**Work to complete**
Write every record out again exactly as given.

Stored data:
= Beginning of Section =

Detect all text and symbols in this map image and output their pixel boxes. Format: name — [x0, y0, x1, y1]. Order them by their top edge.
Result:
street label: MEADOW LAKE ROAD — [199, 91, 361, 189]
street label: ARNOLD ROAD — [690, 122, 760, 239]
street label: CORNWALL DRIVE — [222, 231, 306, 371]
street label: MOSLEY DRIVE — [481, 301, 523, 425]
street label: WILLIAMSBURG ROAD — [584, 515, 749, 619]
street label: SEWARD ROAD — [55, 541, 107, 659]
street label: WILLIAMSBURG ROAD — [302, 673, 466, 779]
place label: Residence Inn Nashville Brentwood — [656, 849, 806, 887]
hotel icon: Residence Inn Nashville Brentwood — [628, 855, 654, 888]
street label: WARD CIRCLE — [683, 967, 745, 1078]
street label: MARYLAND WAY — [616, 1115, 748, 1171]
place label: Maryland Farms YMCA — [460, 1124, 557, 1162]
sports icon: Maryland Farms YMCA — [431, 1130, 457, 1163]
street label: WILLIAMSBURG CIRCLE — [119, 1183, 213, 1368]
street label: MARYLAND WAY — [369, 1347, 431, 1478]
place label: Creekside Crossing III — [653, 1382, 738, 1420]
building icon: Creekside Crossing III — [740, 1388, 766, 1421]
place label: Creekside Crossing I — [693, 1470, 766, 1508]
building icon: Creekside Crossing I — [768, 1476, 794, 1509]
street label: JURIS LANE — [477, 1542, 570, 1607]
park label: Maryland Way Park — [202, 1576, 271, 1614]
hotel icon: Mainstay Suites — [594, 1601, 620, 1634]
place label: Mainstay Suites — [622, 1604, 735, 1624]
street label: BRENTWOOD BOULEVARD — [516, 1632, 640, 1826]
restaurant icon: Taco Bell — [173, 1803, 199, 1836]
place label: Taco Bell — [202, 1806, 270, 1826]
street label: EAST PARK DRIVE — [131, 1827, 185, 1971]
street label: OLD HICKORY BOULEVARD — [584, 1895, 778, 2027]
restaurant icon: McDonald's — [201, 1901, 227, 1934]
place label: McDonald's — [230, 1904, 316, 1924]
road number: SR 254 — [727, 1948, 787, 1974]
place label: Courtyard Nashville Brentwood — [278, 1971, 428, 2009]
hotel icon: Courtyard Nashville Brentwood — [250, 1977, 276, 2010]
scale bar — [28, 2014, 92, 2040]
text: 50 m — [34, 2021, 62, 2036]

= End of Section =

**Solution for this problem**
Detect all text and symbols in this map image and output their pixel boxes. Format: name — [x0, y0, x1, y1]. Order them by their top edge.
Result:
street label: MEADOW LAKE ROAD — [199, 91, 361, 189]
street label: ARNOLD ROAD — [690, 122, 760, 239]
street label: CORNWALL DRIVE — [222, 231, 306, 371]
street label: MOSLEY DRIVE — [481, 301, 523, 425]
street label: WILLIAMSBURG ROAD — [584, 515, 749, 619]
street label: SEWARD ROAD — [55, 541, 107, 659]
street label: WILLIAMSBURG ROAD — [302, 673, 466, 779]
place label: Residence Inn Nashville Brentwood — [656, 849, 806, 887]
hotel icon: Residence Inn Nashville Brentwood — [628, 855, 654, 888]
street label: WARD CIRCLE — [683, 967, 745, 1078]
street label: MARYLAND WAY — [616, 1115, 748, 1171]
place label: Maryland Farms YMCA — [460, 1124, 557, 1162]
sports icon: Maryland Farms YMCA — [431, 1130, 457, 1163]
street label: WILLIAMSBURG CIRCLE — [119, 1183, 213, 1368]
street label: MARYLAND WAY — [369, 1347, 431, 1478]
place label: Creekside Crossing III — [653, 1382, 738, 1420]
building icon: Creekside Crossing III — [740, 1388, 766, 1421]
place label: Creekside Crossing I — [693, 1470, 766, 1508]
building icon: Creekside Crossing I — [768, 1476, 794, 1509]
street label: JURIS LANE — [477, 1542, 570, 1607]
park label: Maryland Way Park — [202, 1576, 271, 1614]
hotel icon: Mainstay Suites — [594, 1601, 620, 1634]
place label: Mainstay Suites — [622, 1604, 735, 1624]
street label: BRENTWOOD BOULEVARD — [516, 1632, 640, 1826]
restaurant icon: Taco Bell — [173, 1803, 199, 1836]
place label: Taco Bell — [202, 1806, 270, 1826]
street label: EAST PARK DRIVE — [131, 1827, 185, 1971]
street label: OLD HICKORY BOULEVARD — [584, 1895, 778, 2027]
restaurant icon: McDonald's — [201, 1901, 227, 1934]
place label: McDonald's — [230, 1904, 316, 1924]
road number: SR 254 — [727, 1948, 787, 1974]
place label: Courtyard Nashville Brentwood — [278, 1971, 428, 2009]
hotel icon: Courtyard Nashville Brentwood — [250, 1977, 276, 2010]
scale bar — [28, 2014, 92, 2040]
text: 50 m — [34, 2021, 62, 2036]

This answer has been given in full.